Another achievement the supervisor claimed is her ability to manage the budget. However, it is critical we look at our town’s crumbling infrastructure (court, vehicles, etc.). We need to maintain control of our water district and police department, while working on revitalizing Main Street. At the present time, while publicly denied by our supervisor, there is a concerted effort by Suffolk County to acquire these two service entities. Once we lose our autonomy, the character and independence of our beautiful town will be lost forever.
While most of the goals seem admirable, no matter what they are, in order to accomplish those goals, a leader needs to be business-minded, organized, methodical and possess leadership skills. EPCAL is an extremely complex property. I ask: What is the supervisor’s plan should legal determination reveal we have to close on the deal? What is the plan if Triple Five doesn’t move forward (rescission)? Do we have contingency plans? Furthermore, where is the marketing plan for the property should we or Triple Five reject the contract based on external legal opinion?
While I agree a fresh look at our Master Plan is necessary, the effort should be completed on a continuous basis in small increments. Small, targeted plans for different areas is a great approach. Addressing the issues with non-conforming lots from the last Master Plan revision is a good start. Bear in mind, this initiative is no small endeavor, will likely cost several hundred thousands of dollars and in all likelihood take approximately two years to complete.
I have plans for success in downtown redevelopment by implementing an incentive zoning plan. This would give developers an expedited (consolidated review) development process for conforming projects that are aesthetically pleasing and strategically located, with open views to the Peconic River — more green space! New zoning can also work for Route 58 and what I anticipate will be many more upcoming vacancies. As a former detective sergeant in the NYPD Counterterrorism division, I know how to use the criminal justice and civil court venues to achieve compliance with the law. As a real estate agent with a Ph.D in business, I know the intricacies between property sales and acquisition. Lastly, overcrowded housing (which also impacts our school district) should be a priority.
It’s enlightening to hear the supervisor’s talk about how great Riverhead can be.
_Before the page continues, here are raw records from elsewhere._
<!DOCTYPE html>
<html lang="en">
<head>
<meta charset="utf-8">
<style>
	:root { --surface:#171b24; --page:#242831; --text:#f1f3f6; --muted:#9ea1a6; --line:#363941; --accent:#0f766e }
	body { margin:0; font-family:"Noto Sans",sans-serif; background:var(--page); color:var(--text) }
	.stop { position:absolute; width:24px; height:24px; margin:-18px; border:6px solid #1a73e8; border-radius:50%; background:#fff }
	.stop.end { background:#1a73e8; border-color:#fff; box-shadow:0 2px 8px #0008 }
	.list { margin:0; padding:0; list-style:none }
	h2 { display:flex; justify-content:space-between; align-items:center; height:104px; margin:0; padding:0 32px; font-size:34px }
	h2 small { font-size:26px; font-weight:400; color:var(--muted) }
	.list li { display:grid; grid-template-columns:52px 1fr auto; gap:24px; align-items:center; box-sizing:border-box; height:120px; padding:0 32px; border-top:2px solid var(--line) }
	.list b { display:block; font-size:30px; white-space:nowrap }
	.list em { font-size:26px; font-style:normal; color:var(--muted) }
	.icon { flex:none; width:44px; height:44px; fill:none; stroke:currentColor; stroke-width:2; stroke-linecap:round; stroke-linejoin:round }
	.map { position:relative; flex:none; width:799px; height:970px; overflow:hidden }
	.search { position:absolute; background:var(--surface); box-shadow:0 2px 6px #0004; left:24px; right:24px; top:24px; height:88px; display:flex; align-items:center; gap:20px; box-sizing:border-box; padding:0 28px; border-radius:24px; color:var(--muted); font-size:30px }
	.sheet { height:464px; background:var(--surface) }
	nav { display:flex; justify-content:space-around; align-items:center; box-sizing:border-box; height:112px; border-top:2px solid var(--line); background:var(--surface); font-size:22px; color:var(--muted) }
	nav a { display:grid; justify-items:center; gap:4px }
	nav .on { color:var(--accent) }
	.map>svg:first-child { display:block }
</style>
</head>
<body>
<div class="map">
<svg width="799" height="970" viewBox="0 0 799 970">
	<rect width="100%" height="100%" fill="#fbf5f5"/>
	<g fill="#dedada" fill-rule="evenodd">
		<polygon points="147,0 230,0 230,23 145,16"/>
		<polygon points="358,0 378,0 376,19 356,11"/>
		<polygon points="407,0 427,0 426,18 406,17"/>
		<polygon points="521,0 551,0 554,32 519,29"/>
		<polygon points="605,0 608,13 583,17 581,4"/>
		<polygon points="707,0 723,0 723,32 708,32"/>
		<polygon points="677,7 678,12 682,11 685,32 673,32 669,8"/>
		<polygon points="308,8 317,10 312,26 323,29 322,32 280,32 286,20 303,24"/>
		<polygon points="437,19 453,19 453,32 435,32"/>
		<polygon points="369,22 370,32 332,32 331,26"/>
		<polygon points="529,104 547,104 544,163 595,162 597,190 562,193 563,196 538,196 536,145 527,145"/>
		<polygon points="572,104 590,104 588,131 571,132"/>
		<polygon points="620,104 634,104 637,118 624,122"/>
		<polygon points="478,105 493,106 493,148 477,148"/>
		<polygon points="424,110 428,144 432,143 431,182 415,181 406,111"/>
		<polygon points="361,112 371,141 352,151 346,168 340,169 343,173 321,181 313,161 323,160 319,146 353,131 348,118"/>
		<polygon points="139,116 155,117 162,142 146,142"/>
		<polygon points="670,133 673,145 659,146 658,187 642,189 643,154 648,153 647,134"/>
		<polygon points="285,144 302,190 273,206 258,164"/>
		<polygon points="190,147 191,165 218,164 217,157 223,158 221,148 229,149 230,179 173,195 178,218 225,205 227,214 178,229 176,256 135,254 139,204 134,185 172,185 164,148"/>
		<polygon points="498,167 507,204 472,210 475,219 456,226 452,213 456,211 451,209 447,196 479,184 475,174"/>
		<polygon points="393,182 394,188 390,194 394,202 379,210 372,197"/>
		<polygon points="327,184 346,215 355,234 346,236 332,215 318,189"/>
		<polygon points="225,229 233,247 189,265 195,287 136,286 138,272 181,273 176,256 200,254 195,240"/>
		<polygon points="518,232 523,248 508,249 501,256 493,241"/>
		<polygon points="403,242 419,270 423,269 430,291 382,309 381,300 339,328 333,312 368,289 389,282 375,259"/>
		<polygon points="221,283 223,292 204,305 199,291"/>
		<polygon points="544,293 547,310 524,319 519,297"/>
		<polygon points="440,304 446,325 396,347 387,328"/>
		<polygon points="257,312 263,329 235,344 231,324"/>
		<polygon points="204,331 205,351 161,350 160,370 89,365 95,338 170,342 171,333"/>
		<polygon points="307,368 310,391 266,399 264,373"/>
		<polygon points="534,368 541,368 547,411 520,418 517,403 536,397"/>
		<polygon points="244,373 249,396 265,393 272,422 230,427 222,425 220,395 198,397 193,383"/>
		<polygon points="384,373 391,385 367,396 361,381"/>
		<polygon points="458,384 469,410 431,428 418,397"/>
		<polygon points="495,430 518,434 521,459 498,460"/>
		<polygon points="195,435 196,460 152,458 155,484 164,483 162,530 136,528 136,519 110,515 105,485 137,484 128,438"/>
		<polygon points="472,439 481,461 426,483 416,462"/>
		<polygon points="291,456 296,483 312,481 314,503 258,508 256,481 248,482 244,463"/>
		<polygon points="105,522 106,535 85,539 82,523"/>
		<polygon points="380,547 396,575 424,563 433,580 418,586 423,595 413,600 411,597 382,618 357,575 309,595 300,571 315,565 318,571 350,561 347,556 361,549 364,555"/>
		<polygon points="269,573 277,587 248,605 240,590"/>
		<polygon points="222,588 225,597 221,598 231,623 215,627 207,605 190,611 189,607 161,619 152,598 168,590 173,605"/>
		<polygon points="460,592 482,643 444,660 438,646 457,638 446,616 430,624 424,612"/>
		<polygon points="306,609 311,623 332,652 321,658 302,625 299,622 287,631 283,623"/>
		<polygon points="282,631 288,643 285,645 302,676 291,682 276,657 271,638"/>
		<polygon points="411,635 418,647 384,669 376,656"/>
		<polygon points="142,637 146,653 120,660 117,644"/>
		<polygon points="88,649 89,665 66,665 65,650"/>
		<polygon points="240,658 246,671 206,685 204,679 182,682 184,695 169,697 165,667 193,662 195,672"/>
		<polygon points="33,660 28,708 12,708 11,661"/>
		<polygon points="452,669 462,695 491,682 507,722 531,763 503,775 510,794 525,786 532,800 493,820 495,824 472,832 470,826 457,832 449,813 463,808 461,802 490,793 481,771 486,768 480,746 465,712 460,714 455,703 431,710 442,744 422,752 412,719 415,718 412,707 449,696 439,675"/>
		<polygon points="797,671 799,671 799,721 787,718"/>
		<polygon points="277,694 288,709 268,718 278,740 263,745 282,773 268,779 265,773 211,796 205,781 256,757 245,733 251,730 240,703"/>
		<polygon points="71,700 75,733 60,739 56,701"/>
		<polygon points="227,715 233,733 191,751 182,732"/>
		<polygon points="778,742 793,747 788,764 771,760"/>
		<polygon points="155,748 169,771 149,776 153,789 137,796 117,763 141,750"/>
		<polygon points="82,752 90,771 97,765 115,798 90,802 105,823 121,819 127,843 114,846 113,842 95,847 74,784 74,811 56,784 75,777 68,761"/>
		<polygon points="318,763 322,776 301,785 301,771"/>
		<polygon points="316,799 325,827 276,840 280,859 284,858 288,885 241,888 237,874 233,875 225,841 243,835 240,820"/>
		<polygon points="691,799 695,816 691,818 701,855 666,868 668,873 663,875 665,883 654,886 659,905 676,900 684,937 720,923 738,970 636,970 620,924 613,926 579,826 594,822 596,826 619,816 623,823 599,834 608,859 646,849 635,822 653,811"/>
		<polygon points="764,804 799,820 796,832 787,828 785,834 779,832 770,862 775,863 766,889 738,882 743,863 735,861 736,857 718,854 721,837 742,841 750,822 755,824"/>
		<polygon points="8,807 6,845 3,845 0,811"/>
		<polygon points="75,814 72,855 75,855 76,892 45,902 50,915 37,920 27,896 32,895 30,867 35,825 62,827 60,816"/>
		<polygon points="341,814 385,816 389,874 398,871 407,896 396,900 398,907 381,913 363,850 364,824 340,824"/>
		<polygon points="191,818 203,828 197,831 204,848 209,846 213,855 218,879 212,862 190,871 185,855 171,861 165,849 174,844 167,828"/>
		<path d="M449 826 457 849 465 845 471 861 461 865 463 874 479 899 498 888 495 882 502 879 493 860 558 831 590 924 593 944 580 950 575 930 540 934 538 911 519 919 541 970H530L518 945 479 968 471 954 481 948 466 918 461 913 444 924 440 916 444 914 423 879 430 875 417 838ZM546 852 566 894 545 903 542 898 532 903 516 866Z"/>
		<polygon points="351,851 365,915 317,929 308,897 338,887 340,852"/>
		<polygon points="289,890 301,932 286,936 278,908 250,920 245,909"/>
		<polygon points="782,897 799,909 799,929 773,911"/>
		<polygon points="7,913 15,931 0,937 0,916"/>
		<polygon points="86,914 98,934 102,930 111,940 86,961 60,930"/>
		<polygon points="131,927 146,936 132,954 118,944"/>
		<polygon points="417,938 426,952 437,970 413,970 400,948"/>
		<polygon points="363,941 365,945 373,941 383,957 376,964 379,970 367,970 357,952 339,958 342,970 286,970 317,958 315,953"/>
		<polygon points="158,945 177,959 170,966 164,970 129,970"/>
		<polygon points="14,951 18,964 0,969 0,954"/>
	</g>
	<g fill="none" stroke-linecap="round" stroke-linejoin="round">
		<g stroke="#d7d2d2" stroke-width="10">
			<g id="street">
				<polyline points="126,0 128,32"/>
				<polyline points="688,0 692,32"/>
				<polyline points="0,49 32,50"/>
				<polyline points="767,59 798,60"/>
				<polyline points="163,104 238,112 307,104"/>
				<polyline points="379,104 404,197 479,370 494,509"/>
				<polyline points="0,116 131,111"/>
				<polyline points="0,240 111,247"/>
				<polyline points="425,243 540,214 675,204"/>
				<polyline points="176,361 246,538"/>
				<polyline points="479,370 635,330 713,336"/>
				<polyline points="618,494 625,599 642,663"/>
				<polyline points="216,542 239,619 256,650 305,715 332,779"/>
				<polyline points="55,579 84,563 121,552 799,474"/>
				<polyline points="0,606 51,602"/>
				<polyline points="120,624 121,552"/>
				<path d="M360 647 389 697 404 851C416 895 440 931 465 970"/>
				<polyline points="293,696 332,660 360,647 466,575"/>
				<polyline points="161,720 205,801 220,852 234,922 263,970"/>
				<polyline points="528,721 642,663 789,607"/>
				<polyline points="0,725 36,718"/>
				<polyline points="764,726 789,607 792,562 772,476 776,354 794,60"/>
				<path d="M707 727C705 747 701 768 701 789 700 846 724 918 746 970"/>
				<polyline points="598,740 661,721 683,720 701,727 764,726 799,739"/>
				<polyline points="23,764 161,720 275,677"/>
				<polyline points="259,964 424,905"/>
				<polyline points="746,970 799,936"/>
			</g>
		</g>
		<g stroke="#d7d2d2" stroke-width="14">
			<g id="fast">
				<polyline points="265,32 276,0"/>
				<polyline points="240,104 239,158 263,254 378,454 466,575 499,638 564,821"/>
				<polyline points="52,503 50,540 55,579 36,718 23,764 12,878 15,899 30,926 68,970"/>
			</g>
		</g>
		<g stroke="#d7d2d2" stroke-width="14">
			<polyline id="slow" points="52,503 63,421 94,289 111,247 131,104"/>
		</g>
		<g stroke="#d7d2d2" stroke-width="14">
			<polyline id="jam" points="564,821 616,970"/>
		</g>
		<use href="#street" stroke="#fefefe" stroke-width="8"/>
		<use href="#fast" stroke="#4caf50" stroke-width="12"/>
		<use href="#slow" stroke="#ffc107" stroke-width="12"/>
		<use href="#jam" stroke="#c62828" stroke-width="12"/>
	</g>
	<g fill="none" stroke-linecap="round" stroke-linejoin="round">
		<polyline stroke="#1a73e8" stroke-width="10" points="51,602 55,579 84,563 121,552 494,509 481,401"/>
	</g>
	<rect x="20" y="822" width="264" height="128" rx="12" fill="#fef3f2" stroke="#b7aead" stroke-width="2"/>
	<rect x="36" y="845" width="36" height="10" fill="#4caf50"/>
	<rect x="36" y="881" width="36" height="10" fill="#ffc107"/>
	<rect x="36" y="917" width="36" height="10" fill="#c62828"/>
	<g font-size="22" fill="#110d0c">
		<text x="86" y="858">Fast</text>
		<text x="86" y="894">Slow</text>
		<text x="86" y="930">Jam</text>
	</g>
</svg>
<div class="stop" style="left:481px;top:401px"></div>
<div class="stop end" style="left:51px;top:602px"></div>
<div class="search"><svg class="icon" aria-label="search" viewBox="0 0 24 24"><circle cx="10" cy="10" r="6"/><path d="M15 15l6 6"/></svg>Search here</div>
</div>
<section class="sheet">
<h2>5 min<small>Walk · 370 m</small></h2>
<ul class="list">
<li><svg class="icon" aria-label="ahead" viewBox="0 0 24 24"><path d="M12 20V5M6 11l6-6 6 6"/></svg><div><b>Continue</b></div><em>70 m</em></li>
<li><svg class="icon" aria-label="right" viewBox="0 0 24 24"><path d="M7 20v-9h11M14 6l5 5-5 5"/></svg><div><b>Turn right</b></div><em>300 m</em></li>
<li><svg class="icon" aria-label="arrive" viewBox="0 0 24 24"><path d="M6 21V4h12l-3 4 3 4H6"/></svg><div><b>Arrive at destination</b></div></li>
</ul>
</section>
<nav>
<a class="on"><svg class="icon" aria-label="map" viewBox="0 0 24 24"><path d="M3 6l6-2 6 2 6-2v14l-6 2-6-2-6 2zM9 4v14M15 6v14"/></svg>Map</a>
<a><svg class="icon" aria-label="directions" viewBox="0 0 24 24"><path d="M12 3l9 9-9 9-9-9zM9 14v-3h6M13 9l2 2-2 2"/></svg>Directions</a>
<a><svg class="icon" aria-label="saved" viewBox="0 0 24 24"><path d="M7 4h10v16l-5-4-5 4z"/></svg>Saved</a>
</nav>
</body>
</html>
Good ideas need an action plan, interpersonal skills and management ability to achieve positive outcomes. What we need is a leader with a proven track record of getting things done. I plan to make Riverhead all that it can be. It’s time to put a real business-minded leader in the driver’s seat.
We need public-private partnerships, which in turn will transcend into a win-win for our town. Especially, the property owners and for the prosperity of our town’s future. In doing so, we will effectively move our town forward cohesively. In business, the mantra is “effective management skills are necessary to accomplish goals.” Bickering and tit-for-tat politics needs to be the way of the past. It would not work in business and it most certainly does not belong in our Town Hall.